== DATASET RECORDS

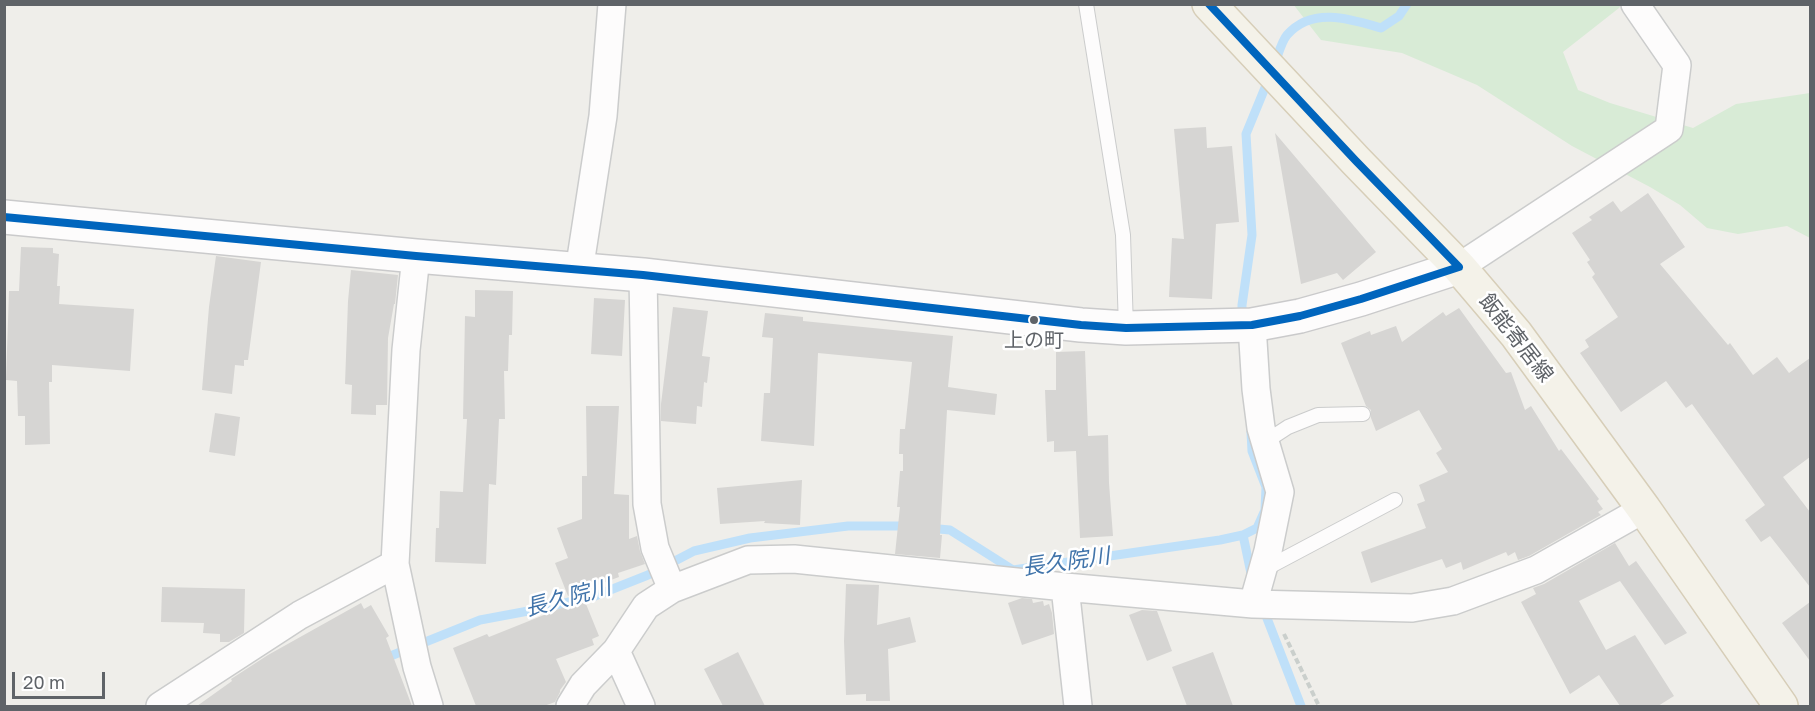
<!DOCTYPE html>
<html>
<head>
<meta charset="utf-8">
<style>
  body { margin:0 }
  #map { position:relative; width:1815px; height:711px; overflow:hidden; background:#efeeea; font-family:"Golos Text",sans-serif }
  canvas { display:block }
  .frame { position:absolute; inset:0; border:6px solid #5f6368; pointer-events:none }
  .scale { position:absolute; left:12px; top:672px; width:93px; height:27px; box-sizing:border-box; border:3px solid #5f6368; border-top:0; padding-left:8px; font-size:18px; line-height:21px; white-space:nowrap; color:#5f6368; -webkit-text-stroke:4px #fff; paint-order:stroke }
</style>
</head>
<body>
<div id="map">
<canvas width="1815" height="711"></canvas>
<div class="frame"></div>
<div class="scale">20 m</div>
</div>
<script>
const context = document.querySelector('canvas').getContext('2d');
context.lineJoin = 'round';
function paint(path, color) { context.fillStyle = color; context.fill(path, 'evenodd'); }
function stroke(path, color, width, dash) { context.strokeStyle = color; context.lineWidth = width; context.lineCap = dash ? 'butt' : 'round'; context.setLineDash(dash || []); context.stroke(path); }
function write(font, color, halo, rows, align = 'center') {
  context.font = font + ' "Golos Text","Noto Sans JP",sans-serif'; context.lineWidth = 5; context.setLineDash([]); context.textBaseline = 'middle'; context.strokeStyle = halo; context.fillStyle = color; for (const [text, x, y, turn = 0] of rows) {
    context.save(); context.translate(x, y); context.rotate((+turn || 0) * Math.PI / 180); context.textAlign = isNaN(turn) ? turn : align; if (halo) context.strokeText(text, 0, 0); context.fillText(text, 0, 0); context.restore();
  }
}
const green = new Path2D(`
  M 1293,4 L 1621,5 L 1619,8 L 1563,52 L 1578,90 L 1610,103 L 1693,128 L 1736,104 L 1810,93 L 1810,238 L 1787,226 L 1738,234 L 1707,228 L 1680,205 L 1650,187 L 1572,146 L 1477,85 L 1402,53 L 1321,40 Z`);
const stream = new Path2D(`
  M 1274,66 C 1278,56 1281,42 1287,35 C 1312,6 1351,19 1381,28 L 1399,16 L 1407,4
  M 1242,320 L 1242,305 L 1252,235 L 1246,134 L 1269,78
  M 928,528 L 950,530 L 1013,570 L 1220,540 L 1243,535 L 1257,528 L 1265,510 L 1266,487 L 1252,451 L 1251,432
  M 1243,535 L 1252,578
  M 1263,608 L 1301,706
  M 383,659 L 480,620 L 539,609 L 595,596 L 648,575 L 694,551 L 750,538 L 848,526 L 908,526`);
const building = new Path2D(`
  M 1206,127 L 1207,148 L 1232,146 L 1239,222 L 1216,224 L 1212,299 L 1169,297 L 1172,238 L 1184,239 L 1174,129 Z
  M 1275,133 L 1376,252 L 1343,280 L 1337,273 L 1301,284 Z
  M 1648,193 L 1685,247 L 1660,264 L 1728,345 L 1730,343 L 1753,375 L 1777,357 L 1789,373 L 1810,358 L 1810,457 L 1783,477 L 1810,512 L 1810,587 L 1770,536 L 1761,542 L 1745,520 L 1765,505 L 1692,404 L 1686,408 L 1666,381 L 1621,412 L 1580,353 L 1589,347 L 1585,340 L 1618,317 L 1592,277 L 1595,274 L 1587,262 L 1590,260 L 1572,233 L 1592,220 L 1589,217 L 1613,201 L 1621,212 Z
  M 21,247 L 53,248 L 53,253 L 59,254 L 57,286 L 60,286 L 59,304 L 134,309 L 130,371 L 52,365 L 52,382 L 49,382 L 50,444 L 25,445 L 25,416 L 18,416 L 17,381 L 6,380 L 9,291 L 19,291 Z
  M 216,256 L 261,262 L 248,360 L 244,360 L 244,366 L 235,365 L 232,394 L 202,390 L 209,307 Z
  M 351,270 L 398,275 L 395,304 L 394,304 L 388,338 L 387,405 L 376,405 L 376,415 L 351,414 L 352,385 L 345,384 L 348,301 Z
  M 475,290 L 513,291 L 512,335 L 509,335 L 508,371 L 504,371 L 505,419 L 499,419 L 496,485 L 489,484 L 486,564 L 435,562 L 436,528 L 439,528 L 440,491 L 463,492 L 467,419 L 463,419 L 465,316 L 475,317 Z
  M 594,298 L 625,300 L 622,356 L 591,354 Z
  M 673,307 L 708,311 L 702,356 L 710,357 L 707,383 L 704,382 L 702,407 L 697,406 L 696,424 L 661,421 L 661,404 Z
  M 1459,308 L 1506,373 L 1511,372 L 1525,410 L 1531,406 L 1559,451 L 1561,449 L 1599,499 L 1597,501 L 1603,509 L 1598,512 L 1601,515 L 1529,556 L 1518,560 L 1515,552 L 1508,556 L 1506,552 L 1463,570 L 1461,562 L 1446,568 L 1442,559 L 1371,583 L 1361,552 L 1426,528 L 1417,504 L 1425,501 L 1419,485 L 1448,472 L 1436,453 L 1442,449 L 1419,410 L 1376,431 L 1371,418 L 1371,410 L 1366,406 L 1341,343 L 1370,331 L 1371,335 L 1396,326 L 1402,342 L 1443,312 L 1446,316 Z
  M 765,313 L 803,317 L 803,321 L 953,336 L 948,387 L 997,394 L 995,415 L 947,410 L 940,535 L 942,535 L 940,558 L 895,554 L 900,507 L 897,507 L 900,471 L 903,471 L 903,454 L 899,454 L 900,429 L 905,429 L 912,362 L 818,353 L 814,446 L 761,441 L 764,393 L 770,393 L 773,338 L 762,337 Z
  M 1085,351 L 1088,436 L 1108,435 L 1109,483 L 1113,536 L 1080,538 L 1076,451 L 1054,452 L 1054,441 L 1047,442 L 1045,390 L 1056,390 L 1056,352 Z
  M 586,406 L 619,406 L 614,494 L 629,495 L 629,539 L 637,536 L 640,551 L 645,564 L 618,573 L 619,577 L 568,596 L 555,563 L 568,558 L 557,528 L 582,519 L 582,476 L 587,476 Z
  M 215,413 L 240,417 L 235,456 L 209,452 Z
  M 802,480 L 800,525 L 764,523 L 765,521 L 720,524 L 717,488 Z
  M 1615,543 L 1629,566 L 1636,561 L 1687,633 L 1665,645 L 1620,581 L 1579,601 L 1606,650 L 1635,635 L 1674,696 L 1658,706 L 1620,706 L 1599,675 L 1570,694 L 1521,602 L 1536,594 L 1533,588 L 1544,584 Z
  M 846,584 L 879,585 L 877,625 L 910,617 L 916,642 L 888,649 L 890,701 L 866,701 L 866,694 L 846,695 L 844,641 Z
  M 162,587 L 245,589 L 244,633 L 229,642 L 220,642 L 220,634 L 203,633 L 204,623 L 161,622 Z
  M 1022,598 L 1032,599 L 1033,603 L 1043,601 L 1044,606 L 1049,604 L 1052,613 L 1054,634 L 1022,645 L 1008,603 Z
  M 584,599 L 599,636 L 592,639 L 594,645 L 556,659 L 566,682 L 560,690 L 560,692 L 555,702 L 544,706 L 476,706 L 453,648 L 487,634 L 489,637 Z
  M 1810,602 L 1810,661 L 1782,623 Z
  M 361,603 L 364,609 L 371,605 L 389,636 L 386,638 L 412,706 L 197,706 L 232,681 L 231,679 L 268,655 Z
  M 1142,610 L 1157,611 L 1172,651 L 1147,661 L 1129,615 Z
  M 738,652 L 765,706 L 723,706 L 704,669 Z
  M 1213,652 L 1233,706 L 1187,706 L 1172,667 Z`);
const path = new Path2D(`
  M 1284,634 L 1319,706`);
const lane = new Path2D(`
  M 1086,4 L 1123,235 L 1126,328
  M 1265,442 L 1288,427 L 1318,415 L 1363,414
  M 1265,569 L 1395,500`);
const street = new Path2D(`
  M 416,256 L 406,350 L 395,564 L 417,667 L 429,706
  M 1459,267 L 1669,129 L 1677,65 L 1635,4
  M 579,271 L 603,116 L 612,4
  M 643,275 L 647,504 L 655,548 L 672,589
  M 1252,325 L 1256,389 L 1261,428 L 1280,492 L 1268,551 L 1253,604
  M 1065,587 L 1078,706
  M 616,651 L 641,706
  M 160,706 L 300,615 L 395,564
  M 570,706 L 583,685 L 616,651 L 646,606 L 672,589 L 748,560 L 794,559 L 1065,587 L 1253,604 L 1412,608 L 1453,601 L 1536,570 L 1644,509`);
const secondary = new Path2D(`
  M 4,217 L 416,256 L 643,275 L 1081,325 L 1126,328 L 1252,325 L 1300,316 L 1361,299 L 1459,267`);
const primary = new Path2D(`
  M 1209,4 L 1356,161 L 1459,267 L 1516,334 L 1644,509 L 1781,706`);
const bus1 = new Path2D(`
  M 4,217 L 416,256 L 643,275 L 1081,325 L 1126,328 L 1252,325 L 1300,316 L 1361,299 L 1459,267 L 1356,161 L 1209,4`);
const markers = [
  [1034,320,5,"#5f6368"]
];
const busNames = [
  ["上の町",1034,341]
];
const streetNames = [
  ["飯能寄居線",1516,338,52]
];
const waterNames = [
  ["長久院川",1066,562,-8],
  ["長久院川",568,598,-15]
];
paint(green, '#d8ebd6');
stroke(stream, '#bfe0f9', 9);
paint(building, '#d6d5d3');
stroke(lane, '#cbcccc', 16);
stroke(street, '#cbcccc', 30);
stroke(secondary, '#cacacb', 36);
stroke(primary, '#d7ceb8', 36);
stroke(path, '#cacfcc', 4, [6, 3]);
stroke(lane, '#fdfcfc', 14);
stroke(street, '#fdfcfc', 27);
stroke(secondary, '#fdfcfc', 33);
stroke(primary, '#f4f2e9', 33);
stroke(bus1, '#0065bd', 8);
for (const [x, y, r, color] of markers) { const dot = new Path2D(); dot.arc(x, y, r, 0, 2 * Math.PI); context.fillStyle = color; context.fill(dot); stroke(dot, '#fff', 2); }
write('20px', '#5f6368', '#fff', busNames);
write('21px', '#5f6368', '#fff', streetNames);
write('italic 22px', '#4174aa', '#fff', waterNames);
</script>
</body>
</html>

====
== DATASET RECORDS

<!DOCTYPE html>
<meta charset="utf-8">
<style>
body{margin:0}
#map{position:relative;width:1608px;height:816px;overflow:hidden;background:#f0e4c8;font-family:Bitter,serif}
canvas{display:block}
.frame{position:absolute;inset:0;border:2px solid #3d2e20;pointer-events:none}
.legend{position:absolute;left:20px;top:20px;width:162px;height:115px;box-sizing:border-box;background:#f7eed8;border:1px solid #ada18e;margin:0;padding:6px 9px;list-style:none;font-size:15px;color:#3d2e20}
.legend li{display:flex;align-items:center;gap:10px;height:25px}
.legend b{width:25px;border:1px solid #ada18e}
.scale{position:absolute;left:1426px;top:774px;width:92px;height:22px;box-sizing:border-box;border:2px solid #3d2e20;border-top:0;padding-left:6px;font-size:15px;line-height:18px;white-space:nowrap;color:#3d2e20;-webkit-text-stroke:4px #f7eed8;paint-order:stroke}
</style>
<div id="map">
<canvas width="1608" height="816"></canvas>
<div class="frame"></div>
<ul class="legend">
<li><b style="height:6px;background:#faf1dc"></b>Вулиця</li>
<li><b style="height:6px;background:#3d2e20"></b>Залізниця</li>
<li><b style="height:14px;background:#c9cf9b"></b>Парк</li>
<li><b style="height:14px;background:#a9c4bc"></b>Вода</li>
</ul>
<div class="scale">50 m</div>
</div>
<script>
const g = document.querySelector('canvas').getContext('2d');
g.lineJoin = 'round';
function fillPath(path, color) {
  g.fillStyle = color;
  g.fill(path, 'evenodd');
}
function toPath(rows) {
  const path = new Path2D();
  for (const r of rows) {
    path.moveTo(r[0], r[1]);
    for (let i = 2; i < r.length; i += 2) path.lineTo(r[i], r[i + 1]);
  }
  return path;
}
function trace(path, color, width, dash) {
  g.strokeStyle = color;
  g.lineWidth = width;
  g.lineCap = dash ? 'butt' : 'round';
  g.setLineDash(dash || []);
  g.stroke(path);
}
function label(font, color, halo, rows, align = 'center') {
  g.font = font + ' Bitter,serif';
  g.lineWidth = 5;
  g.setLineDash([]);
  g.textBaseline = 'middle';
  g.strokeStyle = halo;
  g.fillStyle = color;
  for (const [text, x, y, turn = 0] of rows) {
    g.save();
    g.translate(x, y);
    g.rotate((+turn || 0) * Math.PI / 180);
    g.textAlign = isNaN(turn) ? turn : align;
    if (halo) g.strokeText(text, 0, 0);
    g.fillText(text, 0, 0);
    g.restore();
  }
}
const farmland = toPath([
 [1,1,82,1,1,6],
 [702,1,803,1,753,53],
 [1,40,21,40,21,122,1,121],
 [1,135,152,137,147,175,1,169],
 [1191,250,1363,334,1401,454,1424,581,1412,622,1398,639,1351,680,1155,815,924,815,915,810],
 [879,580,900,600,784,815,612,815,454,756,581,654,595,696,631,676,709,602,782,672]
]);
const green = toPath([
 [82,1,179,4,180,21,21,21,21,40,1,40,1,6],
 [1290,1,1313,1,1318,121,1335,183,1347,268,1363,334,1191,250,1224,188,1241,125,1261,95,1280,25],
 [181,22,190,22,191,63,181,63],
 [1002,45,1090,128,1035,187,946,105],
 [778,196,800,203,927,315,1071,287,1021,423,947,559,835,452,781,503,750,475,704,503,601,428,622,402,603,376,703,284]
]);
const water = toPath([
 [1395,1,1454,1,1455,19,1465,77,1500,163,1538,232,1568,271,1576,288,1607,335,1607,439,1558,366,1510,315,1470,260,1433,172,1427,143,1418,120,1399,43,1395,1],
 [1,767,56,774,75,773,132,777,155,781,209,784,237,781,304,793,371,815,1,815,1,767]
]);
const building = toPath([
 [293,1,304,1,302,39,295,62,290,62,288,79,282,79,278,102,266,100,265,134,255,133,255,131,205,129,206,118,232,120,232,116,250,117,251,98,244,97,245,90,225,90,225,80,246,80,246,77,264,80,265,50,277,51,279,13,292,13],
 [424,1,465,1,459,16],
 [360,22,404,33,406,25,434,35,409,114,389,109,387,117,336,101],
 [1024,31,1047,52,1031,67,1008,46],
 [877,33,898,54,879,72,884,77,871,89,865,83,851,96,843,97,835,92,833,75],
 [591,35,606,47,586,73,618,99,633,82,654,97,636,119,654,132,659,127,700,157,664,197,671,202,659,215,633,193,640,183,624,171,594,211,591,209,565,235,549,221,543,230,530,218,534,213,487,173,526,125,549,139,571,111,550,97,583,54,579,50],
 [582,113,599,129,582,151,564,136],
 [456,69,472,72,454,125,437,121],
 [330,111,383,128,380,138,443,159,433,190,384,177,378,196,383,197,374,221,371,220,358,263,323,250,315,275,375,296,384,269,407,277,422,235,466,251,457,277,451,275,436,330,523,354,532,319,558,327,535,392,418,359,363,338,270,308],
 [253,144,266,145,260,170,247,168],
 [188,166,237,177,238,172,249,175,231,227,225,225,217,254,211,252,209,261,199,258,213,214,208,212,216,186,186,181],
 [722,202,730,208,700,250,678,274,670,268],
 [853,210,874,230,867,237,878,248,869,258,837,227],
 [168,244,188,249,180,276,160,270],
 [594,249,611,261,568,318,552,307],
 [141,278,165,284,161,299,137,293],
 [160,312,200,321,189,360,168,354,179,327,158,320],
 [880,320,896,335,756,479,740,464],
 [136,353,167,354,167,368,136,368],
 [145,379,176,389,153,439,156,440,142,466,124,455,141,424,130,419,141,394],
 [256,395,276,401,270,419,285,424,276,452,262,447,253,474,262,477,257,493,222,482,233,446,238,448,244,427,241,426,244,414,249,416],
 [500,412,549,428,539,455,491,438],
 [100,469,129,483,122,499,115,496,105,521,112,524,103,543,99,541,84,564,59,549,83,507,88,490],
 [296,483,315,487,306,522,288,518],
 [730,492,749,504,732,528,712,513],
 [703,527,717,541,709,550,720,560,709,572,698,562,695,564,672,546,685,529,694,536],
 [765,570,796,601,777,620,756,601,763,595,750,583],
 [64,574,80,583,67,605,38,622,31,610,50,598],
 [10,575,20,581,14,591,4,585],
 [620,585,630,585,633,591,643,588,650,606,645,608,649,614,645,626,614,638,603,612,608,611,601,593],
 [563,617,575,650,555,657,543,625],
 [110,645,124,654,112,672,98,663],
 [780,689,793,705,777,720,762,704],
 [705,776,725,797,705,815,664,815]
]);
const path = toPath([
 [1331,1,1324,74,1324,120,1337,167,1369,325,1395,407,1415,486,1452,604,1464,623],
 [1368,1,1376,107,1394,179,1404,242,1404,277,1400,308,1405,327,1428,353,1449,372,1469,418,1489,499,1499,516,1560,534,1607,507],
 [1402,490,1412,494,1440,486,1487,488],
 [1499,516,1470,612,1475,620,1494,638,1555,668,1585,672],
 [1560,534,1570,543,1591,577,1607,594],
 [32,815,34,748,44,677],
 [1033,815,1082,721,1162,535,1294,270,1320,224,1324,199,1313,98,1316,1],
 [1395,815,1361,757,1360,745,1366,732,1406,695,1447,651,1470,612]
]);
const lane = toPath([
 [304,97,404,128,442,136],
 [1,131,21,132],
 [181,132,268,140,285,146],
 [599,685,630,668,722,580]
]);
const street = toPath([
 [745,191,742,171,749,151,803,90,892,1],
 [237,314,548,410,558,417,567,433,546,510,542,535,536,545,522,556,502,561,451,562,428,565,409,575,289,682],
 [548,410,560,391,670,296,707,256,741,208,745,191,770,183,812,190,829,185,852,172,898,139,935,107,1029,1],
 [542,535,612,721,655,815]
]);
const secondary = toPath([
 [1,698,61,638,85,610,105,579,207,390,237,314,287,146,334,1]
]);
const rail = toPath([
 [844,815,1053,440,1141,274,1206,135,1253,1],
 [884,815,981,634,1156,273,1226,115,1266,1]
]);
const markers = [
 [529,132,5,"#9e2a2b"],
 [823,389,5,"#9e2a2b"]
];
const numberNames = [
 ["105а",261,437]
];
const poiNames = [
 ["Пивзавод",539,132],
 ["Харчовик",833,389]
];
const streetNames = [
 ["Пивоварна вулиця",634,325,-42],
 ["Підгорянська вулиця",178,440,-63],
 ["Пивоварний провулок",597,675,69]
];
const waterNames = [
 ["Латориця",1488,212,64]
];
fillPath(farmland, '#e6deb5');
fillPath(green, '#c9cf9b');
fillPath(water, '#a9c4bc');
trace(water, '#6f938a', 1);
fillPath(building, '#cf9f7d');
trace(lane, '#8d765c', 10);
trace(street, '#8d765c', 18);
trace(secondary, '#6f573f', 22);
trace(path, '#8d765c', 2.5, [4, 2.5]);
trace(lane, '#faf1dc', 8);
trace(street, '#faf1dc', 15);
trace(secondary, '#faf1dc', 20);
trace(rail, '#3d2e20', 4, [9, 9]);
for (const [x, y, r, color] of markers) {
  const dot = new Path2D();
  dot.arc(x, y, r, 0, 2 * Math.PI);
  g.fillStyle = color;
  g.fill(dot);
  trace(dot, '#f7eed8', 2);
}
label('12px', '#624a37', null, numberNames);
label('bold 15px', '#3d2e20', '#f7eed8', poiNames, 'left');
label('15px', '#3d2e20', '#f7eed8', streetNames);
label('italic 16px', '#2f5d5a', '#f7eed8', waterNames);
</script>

====

# [TASK DIRECTIONS]
Using the data above, show each line where "lineWidth" occurs.

# [SOLUTION TO THE PROBLEM]
function stroke(path, color, width, dash) { context.strokeStyle = color; context.lineWidth = width; context.lineCap = dash ? 'butt' : 'round'; context.setLineDash(dash || []); context.stroke(path); }
  context.font = font + ' "Golos Text","Noto Sans JP",sans-serif'; context.lineWidth = 5; context.setLineDash([]); context.textBaseline = 'middle'; context.strokeStyle = halo; context.fillStyle = color; for (const [text, x, y, turn = 0] of rows) {
  g.lineWidth = width;
  g.lineWidth = 5;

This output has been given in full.